Pull each line containing "Keep" out of the data and copy it.

Stored data:
···

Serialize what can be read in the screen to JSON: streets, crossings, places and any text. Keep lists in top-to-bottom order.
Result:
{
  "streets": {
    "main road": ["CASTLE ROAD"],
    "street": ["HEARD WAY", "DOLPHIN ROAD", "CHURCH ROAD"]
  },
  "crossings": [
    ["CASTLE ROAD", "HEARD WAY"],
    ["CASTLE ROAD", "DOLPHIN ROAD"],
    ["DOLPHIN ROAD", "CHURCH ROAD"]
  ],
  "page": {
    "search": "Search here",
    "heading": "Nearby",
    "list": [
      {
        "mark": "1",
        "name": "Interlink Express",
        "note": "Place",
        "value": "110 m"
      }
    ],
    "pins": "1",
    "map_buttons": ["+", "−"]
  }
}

···

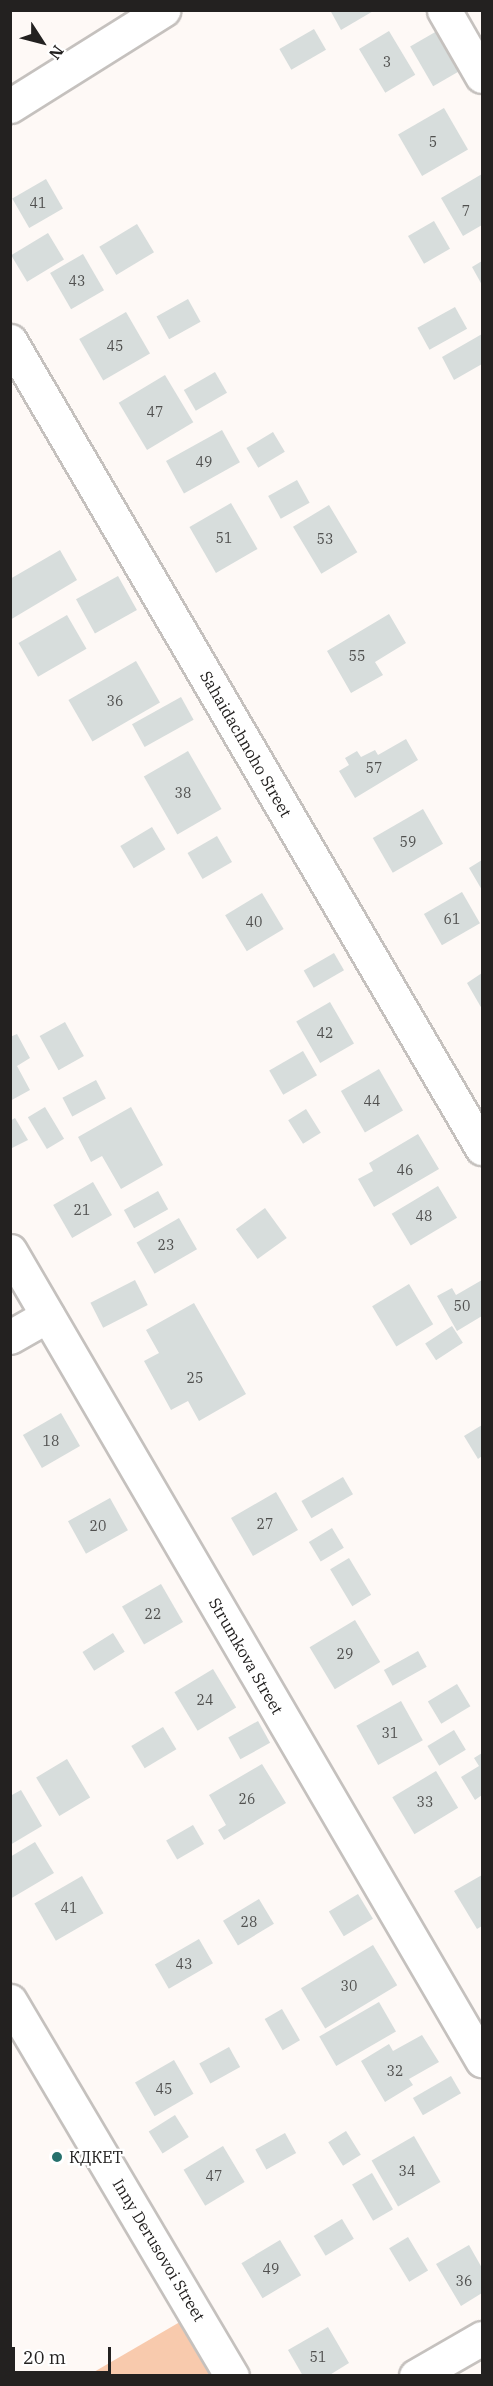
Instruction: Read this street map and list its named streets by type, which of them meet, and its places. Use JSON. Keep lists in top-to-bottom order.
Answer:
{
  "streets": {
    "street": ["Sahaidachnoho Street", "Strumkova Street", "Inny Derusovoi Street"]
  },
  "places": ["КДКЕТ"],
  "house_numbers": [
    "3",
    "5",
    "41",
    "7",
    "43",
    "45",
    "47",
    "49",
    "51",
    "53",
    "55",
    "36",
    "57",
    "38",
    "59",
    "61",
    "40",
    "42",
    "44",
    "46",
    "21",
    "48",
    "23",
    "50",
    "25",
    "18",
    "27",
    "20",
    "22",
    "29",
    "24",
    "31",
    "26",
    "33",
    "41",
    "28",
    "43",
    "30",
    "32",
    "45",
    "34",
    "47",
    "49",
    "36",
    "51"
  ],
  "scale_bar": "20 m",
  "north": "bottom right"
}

···

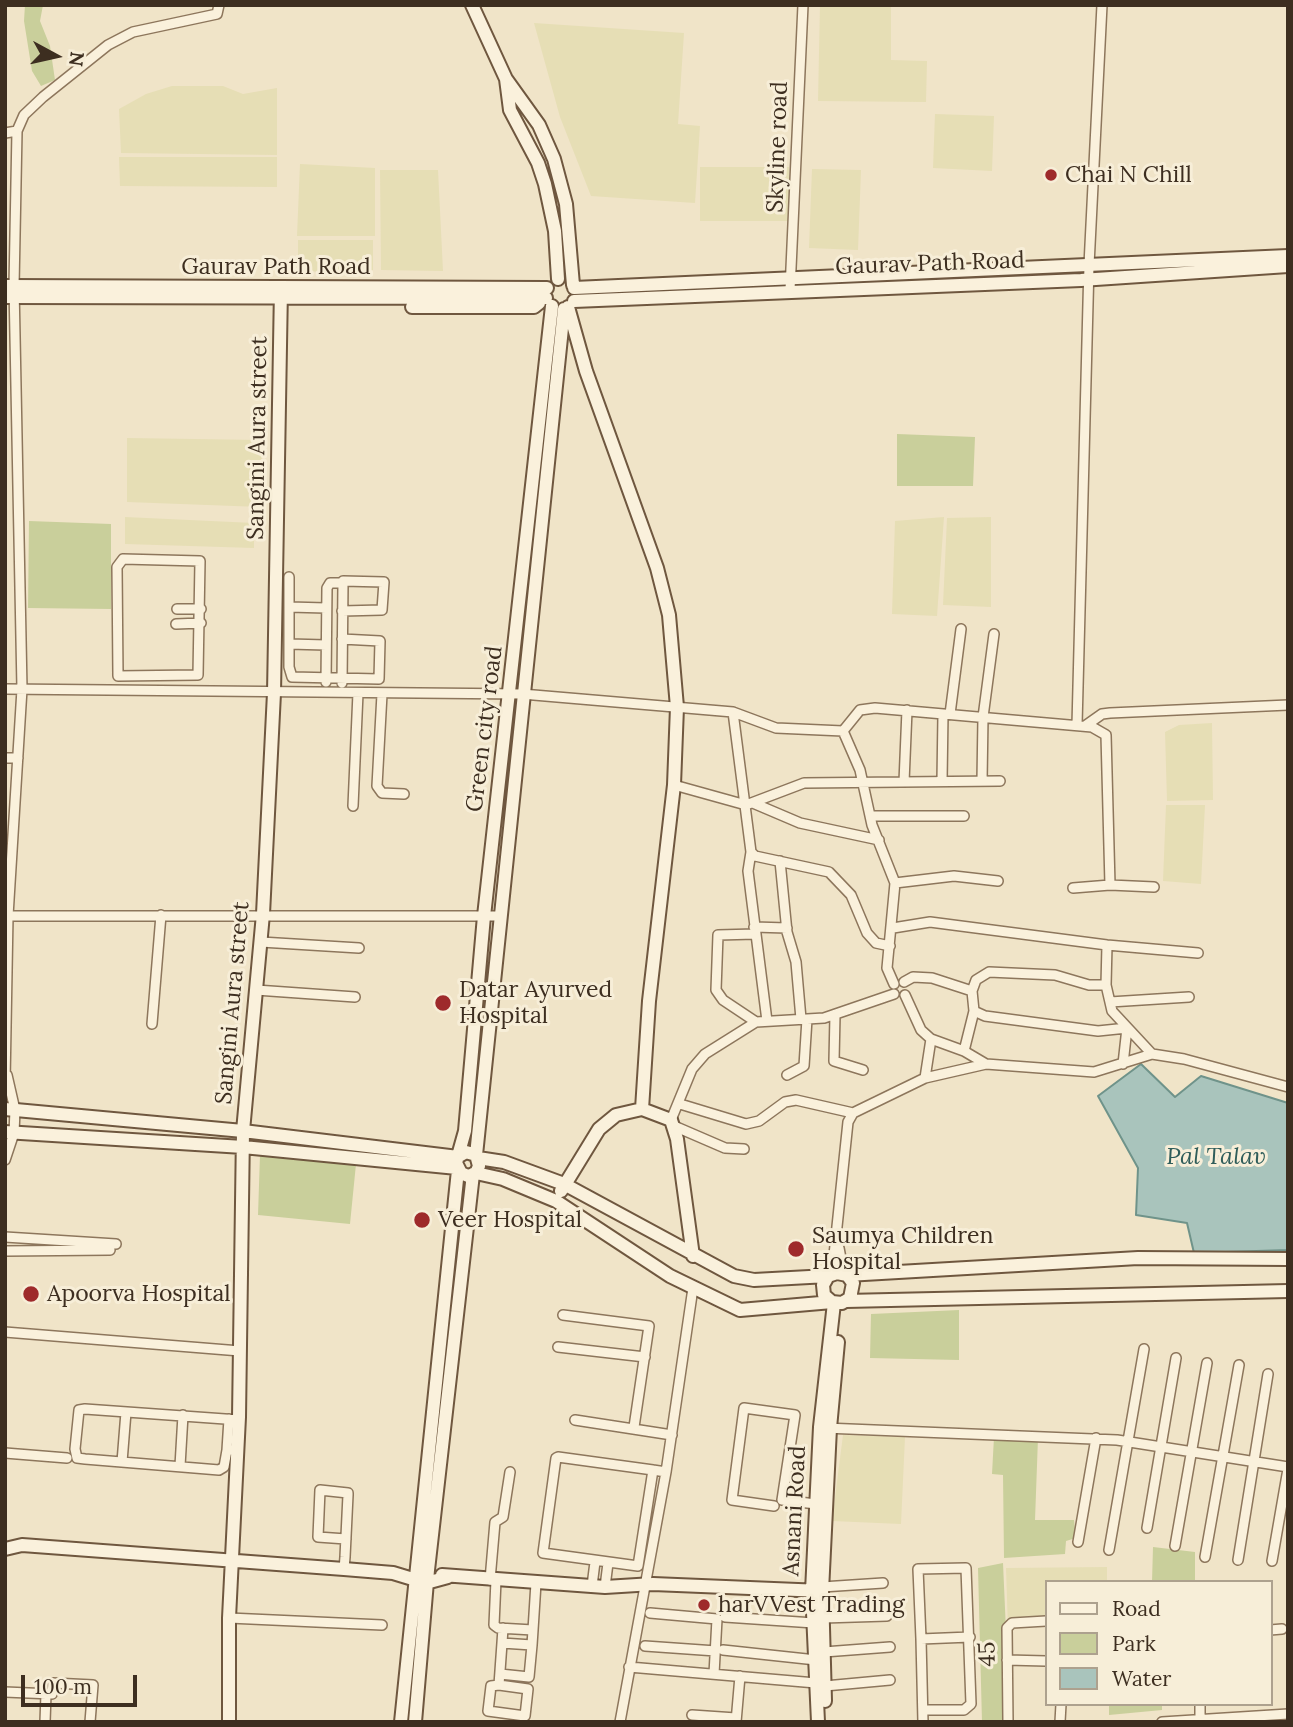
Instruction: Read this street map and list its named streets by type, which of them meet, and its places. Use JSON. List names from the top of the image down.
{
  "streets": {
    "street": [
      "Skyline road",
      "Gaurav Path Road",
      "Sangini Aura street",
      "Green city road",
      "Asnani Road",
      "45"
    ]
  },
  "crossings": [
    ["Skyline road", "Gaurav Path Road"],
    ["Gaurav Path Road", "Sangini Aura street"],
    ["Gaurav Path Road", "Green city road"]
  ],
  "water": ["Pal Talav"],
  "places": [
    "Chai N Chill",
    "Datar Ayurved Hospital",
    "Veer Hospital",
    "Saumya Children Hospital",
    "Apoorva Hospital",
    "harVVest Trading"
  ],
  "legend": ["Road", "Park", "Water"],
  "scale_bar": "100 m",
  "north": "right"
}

···

** Answer for the task **
Serialize what can be read in the screen to JSON: streets, crossings, places and any text. Keep lists in top-to-bottom order.
Instruction: Read this street map and list its named streets by type, which of them meet, and its places. Use JSON. Keep lists in top-to-bottom order.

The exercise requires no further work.